Heart patients opting for metal stents over plastic

Heart patients opting for metal stents over plastic
Amaranth Medical's bioresorbable scaffold is an implant used like a stent to open blocked blood vessels. It is made of a material that can be absorbed by the body over a period of time, resulting in fewer complications for heart patients.

Metal stents are the top choice for heart patients with blocked arteries, but newer plastic scaffolds have become available that unclog blood vessels and then dissolve.

Since they became commercially available in 2012, more than 100,000 drug-eluting biodegradable plastic scaffolds have been used worldwide. They have also been used here since then.

The biggest plus point is that these plastic scaffolds disappear after a couple of years, unlike the metal stents, which will be permanently in the body.

Heart specialists still grappling with tried-and-tested metal versus new plastic attended a debate last weekend to hear the pros and cons of both.

From Germany, Dr Christopher Naber represented manufacturer Abbott to support the plastic scaffolds, while Associate Professor Tan Huay Cheem, director of the National University Heart Centre Singapore, acknowledged plastic's pluses, but urged caution in switching from metal.
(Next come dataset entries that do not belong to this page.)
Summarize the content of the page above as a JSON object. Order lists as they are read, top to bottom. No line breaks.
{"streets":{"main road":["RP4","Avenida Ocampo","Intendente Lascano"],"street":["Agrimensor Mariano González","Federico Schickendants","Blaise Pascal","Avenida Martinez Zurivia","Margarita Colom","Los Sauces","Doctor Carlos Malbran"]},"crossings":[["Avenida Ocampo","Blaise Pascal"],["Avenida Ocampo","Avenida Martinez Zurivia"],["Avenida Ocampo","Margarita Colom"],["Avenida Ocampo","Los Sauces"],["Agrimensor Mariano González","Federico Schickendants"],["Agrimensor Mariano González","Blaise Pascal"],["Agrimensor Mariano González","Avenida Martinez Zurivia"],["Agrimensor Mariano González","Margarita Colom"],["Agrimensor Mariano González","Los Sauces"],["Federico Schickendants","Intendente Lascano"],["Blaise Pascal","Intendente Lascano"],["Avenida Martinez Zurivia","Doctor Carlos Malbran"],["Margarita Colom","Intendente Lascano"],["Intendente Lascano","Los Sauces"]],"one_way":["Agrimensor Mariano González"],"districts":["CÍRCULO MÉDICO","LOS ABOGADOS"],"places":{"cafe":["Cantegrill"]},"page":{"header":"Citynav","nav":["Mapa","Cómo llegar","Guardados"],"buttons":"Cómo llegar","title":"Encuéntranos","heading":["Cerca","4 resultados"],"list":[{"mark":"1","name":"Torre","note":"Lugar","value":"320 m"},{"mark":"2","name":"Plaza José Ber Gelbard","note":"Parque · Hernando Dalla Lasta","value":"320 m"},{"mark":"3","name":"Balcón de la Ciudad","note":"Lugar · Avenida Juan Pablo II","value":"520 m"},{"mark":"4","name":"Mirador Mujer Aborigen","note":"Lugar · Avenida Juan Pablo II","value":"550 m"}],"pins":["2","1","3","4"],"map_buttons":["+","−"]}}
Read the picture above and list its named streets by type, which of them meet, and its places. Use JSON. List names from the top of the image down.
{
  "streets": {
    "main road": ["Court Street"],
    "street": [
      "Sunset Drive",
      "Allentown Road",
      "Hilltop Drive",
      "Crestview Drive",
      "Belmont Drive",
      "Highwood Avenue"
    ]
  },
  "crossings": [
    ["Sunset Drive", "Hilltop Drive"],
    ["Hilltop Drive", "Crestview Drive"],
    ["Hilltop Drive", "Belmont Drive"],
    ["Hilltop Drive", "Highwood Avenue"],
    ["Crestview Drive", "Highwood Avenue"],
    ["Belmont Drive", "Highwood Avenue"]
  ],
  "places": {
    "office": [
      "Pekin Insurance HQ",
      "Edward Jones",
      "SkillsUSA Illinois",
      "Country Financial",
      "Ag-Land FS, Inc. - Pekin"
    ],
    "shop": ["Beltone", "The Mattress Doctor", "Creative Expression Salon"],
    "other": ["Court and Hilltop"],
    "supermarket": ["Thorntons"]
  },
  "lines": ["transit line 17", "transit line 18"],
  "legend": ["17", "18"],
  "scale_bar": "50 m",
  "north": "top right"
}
Dr Naber told The Sunday Times that someone who breaks an arm and has it in a cast would remove the cast once the arm is healed. Similarly, he said, there is no reason to leave a metal stent in the artery once the blockage has been removed.
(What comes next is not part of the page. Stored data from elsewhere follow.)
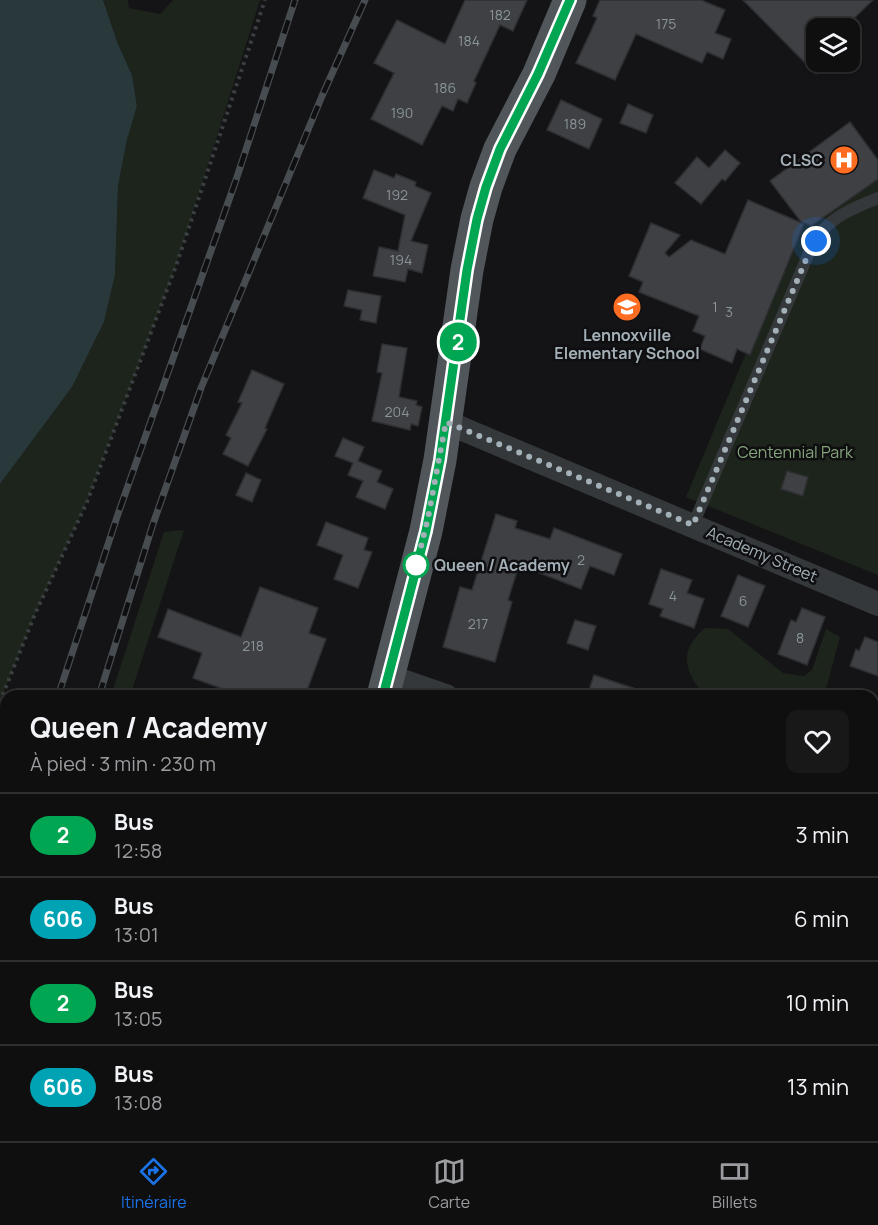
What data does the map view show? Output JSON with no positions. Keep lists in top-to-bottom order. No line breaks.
{"streets":{"street":["Academy Street"]},"parks":["Centennial Park"],"places":{"hospital":["CLSC"],"school or university":["Lennoxville Elementary School"],"other":["Queen / Academy"]},"lines":["bus line 2"],"house_numbers":["182","175","184","186","190","189","192","194","1","3","204","2","4","6","217","8","218"],"page":{"on_map":"2","heading":["Queen / Academy","À pied · 3 min · 230 m"],"list":[{"mark":"2","name":"Bus","note":"12:58","value":"3 min"},{"mark":"606","name":"Bus","note":"13:01","value":"6 min"},{"mark":"2","name":"Bus","note":"13:05","value":"10 min"},{"mark":"606","name":"Bus","note":"13:08","value":"13 min"}],"tabs":["Itinéraire","Carte","Billets"]}}
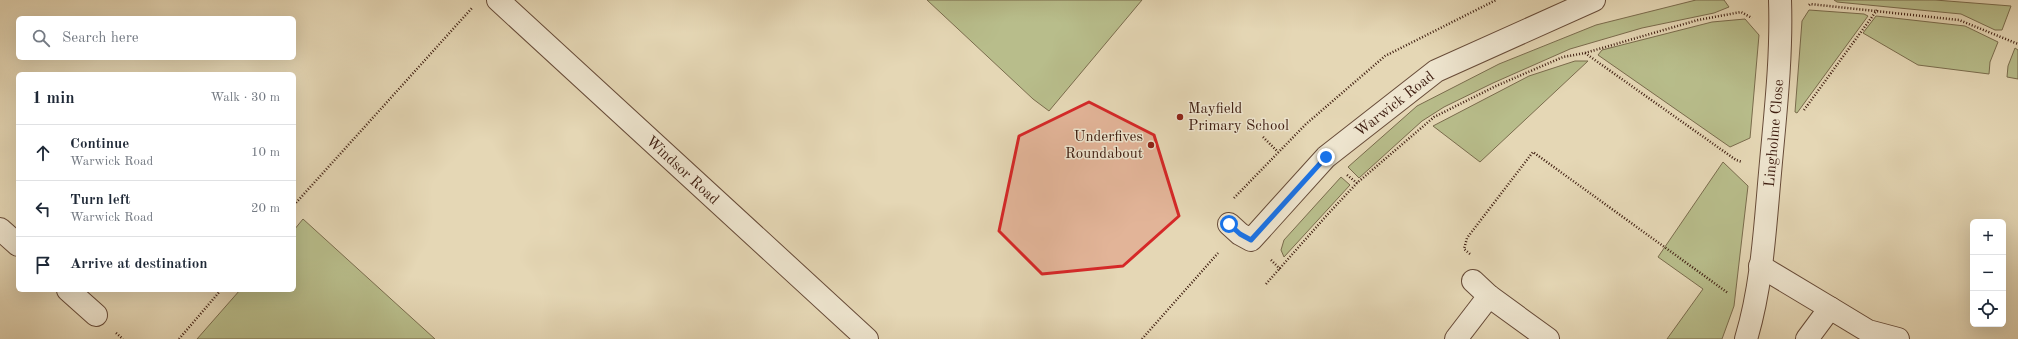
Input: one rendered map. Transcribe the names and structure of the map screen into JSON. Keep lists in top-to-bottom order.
{
  "streets": {
    "street": ["Warwick Road", "Lingholme Close", "Windsor Road"]
  },
  "places": ["Mayfield Primary School", "Underfives Roundabout"],
  "page": {
    "search": "Search here",
    "heading": ["1 min", "Walk · 30 m"],
    "list": [
      ["Continue", "Warwick Road", "10 m"],
      ["Turn left", "Warwick Road", "20 m"],
      "Arrive at destination"
    ],
    "map_buttons": ["+", "−"]
  }
}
He sees absorbable scaffolds as "the logical evolution" of metal stents. He said they are as safe and effective as metal drug-eluting stents, with the added chance of restoring normal function to the arteries after two years.
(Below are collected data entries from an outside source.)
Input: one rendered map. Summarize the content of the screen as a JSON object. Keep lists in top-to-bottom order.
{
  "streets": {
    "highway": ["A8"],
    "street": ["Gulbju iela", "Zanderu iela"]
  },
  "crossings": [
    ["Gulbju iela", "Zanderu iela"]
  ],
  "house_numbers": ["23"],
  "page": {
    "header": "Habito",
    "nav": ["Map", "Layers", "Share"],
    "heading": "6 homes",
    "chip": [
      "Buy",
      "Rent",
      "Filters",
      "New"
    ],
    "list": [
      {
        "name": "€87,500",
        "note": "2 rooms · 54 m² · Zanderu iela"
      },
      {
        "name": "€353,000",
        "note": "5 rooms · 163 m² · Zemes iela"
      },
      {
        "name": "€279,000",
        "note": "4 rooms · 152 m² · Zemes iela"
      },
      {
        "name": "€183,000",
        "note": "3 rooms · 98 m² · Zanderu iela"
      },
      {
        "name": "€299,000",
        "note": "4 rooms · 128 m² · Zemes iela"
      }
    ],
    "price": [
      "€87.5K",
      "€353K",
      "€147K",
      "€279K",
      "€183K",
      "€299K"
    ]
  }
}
Prof Tan told The Sunday Times that plastic scaffolds do have their advantages and have been used by about 15 per cent of his centre's patients with blocked arteries needing stents.

They promote good healing of blood vessels. After they have dissolved in about two years, the arteries they were holding open resume their normal function of expanding and constricting, which improves blood flow.

There are also fewer fatty deposits and the blood vessel's inner circumference can enlarge over time and is less likely to get blocked again.

And as they dissolve over time, the plastic scaffolds will not be an obstacle if the person needs another stent or a bypass operation later.

The downside, however, is that the plastic scaffold costs about $500 more than the metal stent, which costs just over $2,000. The number of stents a patient needs depends on the number of blockages and it is not unusual for heart patients to have two or three stents.

Private patients generally pay more than $20,000, while subsidised patients usually pay under $5,000 for the whole procedure.

Prof Tan's bottom line is that plastic has not been proven to result in a better clinical outcome for patients.

For it to replace metal, he feels there needs to be evidence that patients with plastic scaffolds do better - for example, with lower rates of heart attack after surgery.

He also noted that plastic is not suitable for everyone. Because it is not as strong as metal, the scaffold has to be thicker and that makes it more difficult, sometimes even impossible, to move to the affected area.

Stents and scaffolds are first inserted from an easily accessible spot, usually the wrist, and moved through the blood vessel to the spot where the blockage occurs in the heart. Plastic scaffolds are less manoeuvrable once they reach the tiny arteries in the heart.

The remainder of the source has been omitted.